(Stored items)
------------------------------------------------------------
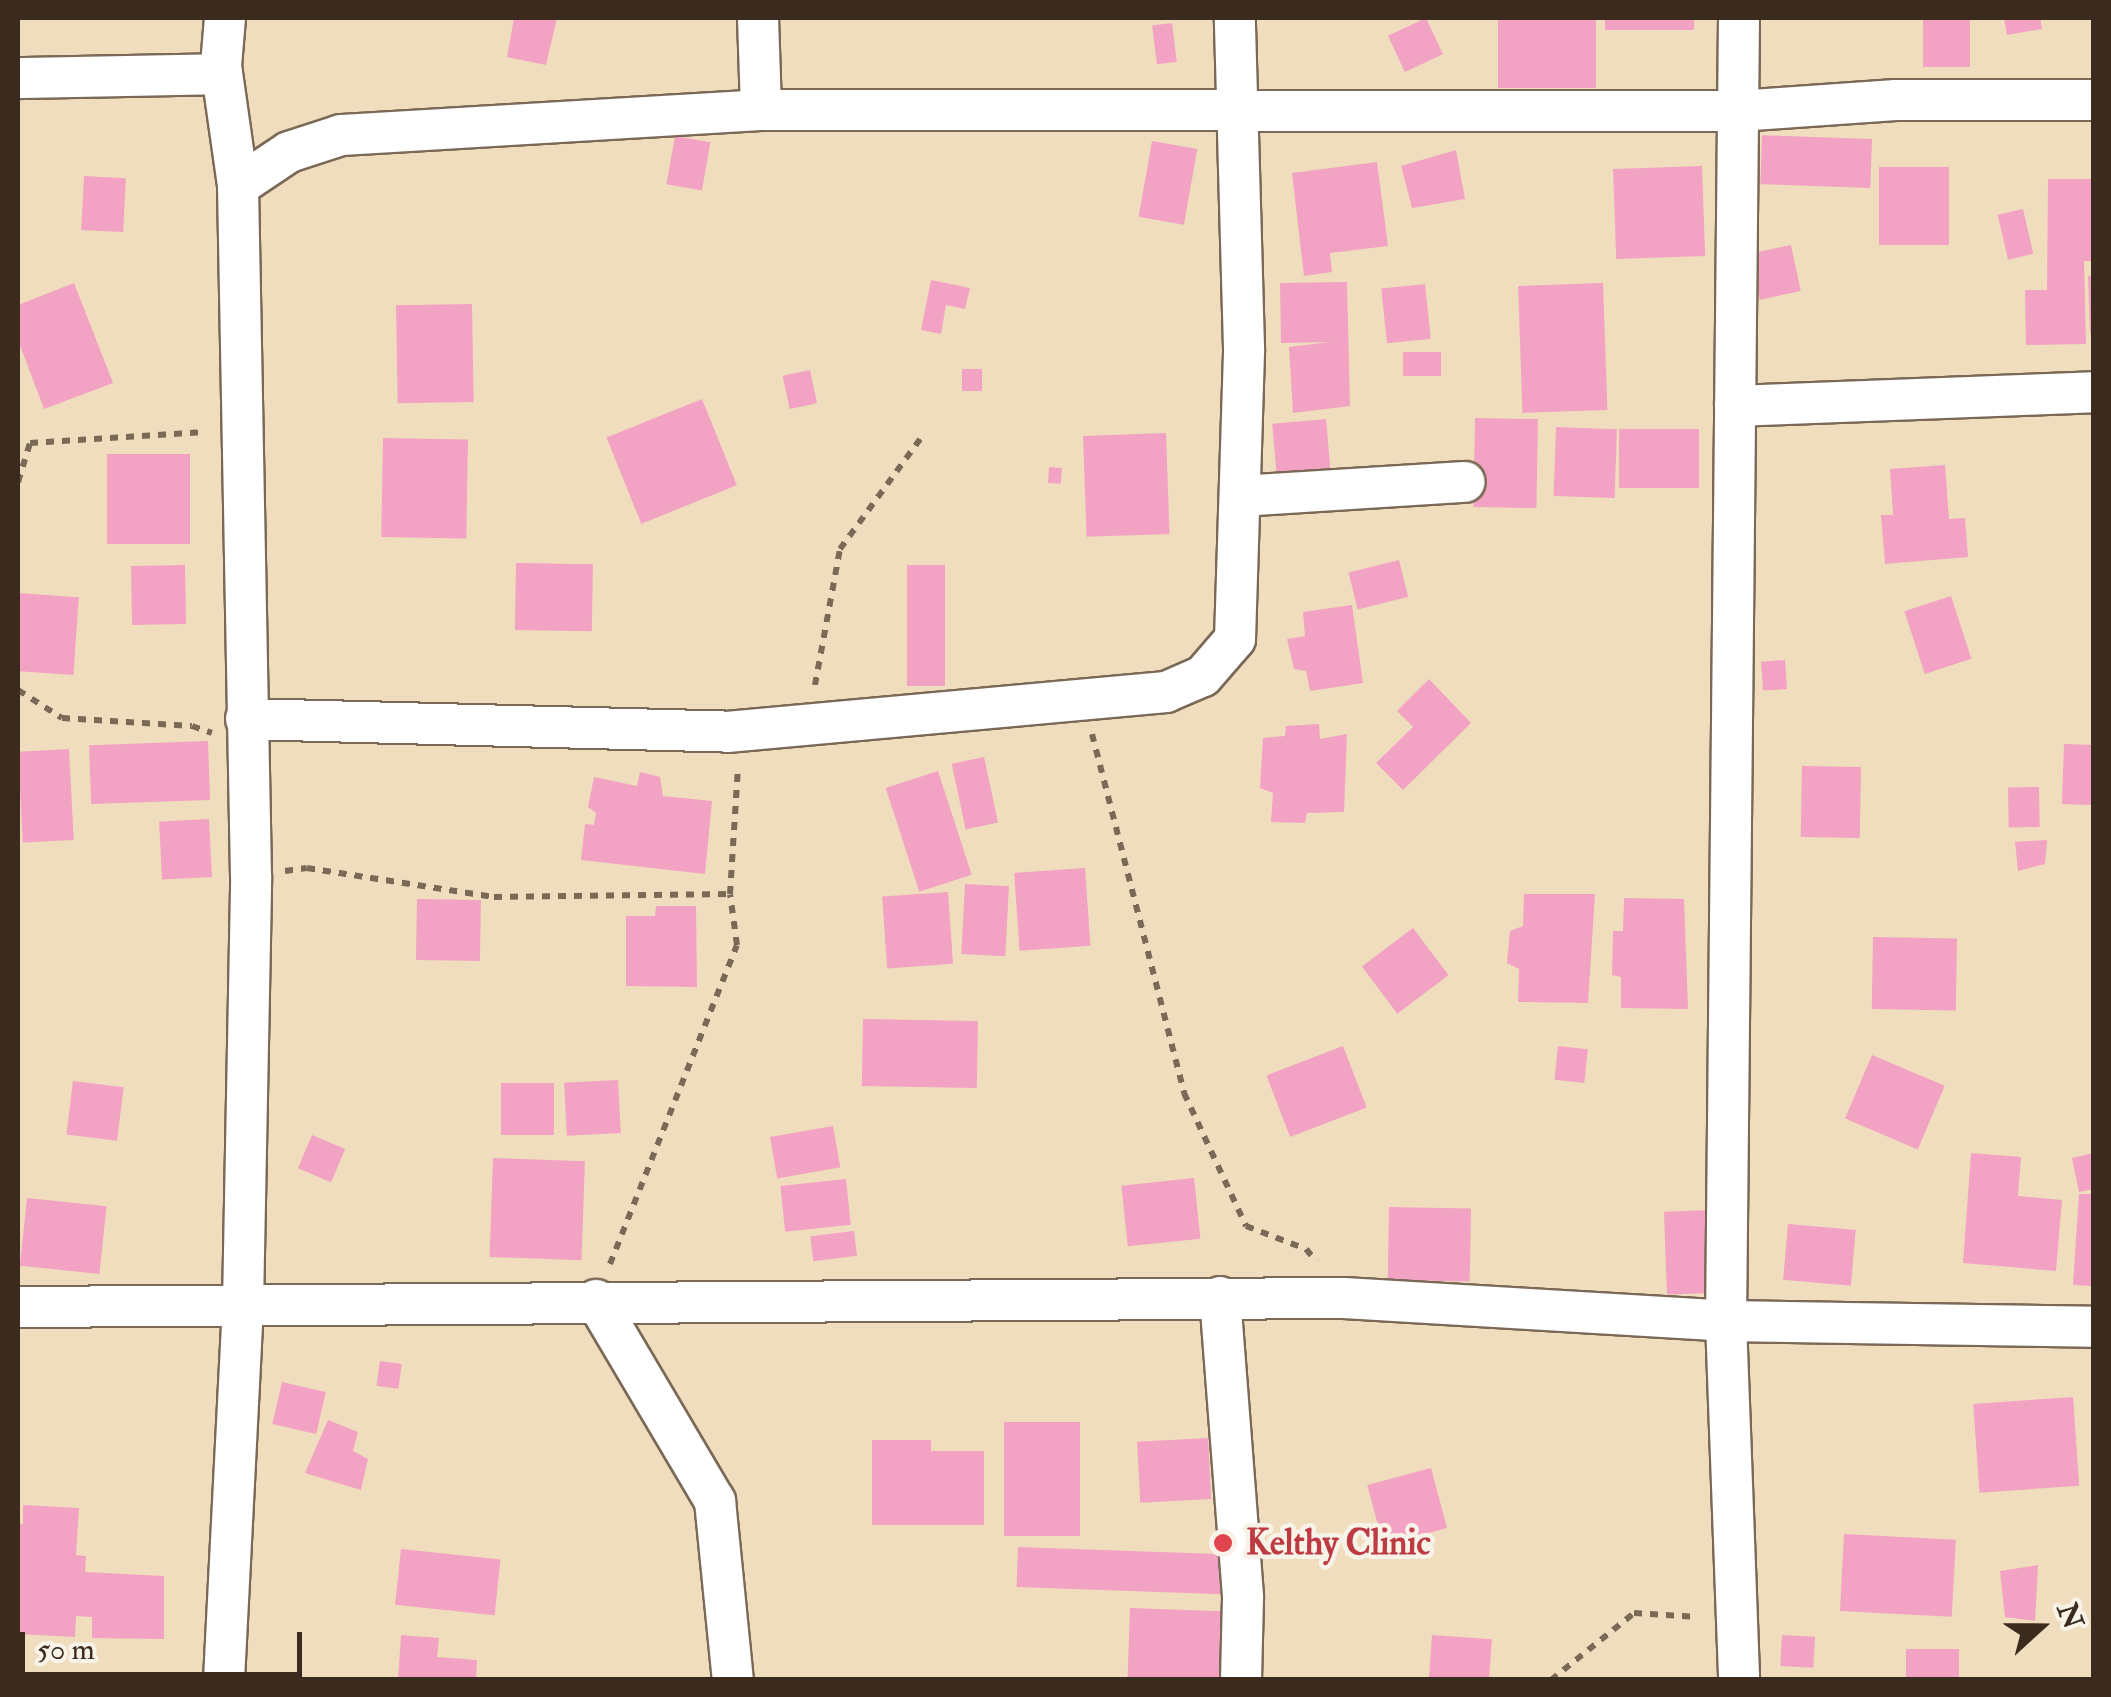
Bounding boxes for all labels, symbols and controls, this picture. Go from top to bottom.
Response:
place label: Kelthy Clinic [1246,1522,1431,1564]
marker: Kelthy Clinic [1210,1530,1236,1556]
north arrow [1991,1577,2091,1677]
text: N [2049,1598,2090,1634]
scale bar [25,1612,308,1674]
text: 50 m [37,1631,95,1668]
------------------------------------------------------------
**Work to complete:** Pictures aside, repeat every line of the data above exactly.

**Written answer:**
Bounding boxes for all labels, symbols and controls, this picture. Go from top to bottom.
Response:
place label: Kelthy Clinic [1246,1522,1431,1564]
marker: Kelthy Clinic [1210,1530,1236,1556]
north arrow [1991,1577,2091,1677]
text: N [2049,1598,2090,1634]
scale bar [25,1612,308,1674]
text: 50 m [37,1631,95,1668]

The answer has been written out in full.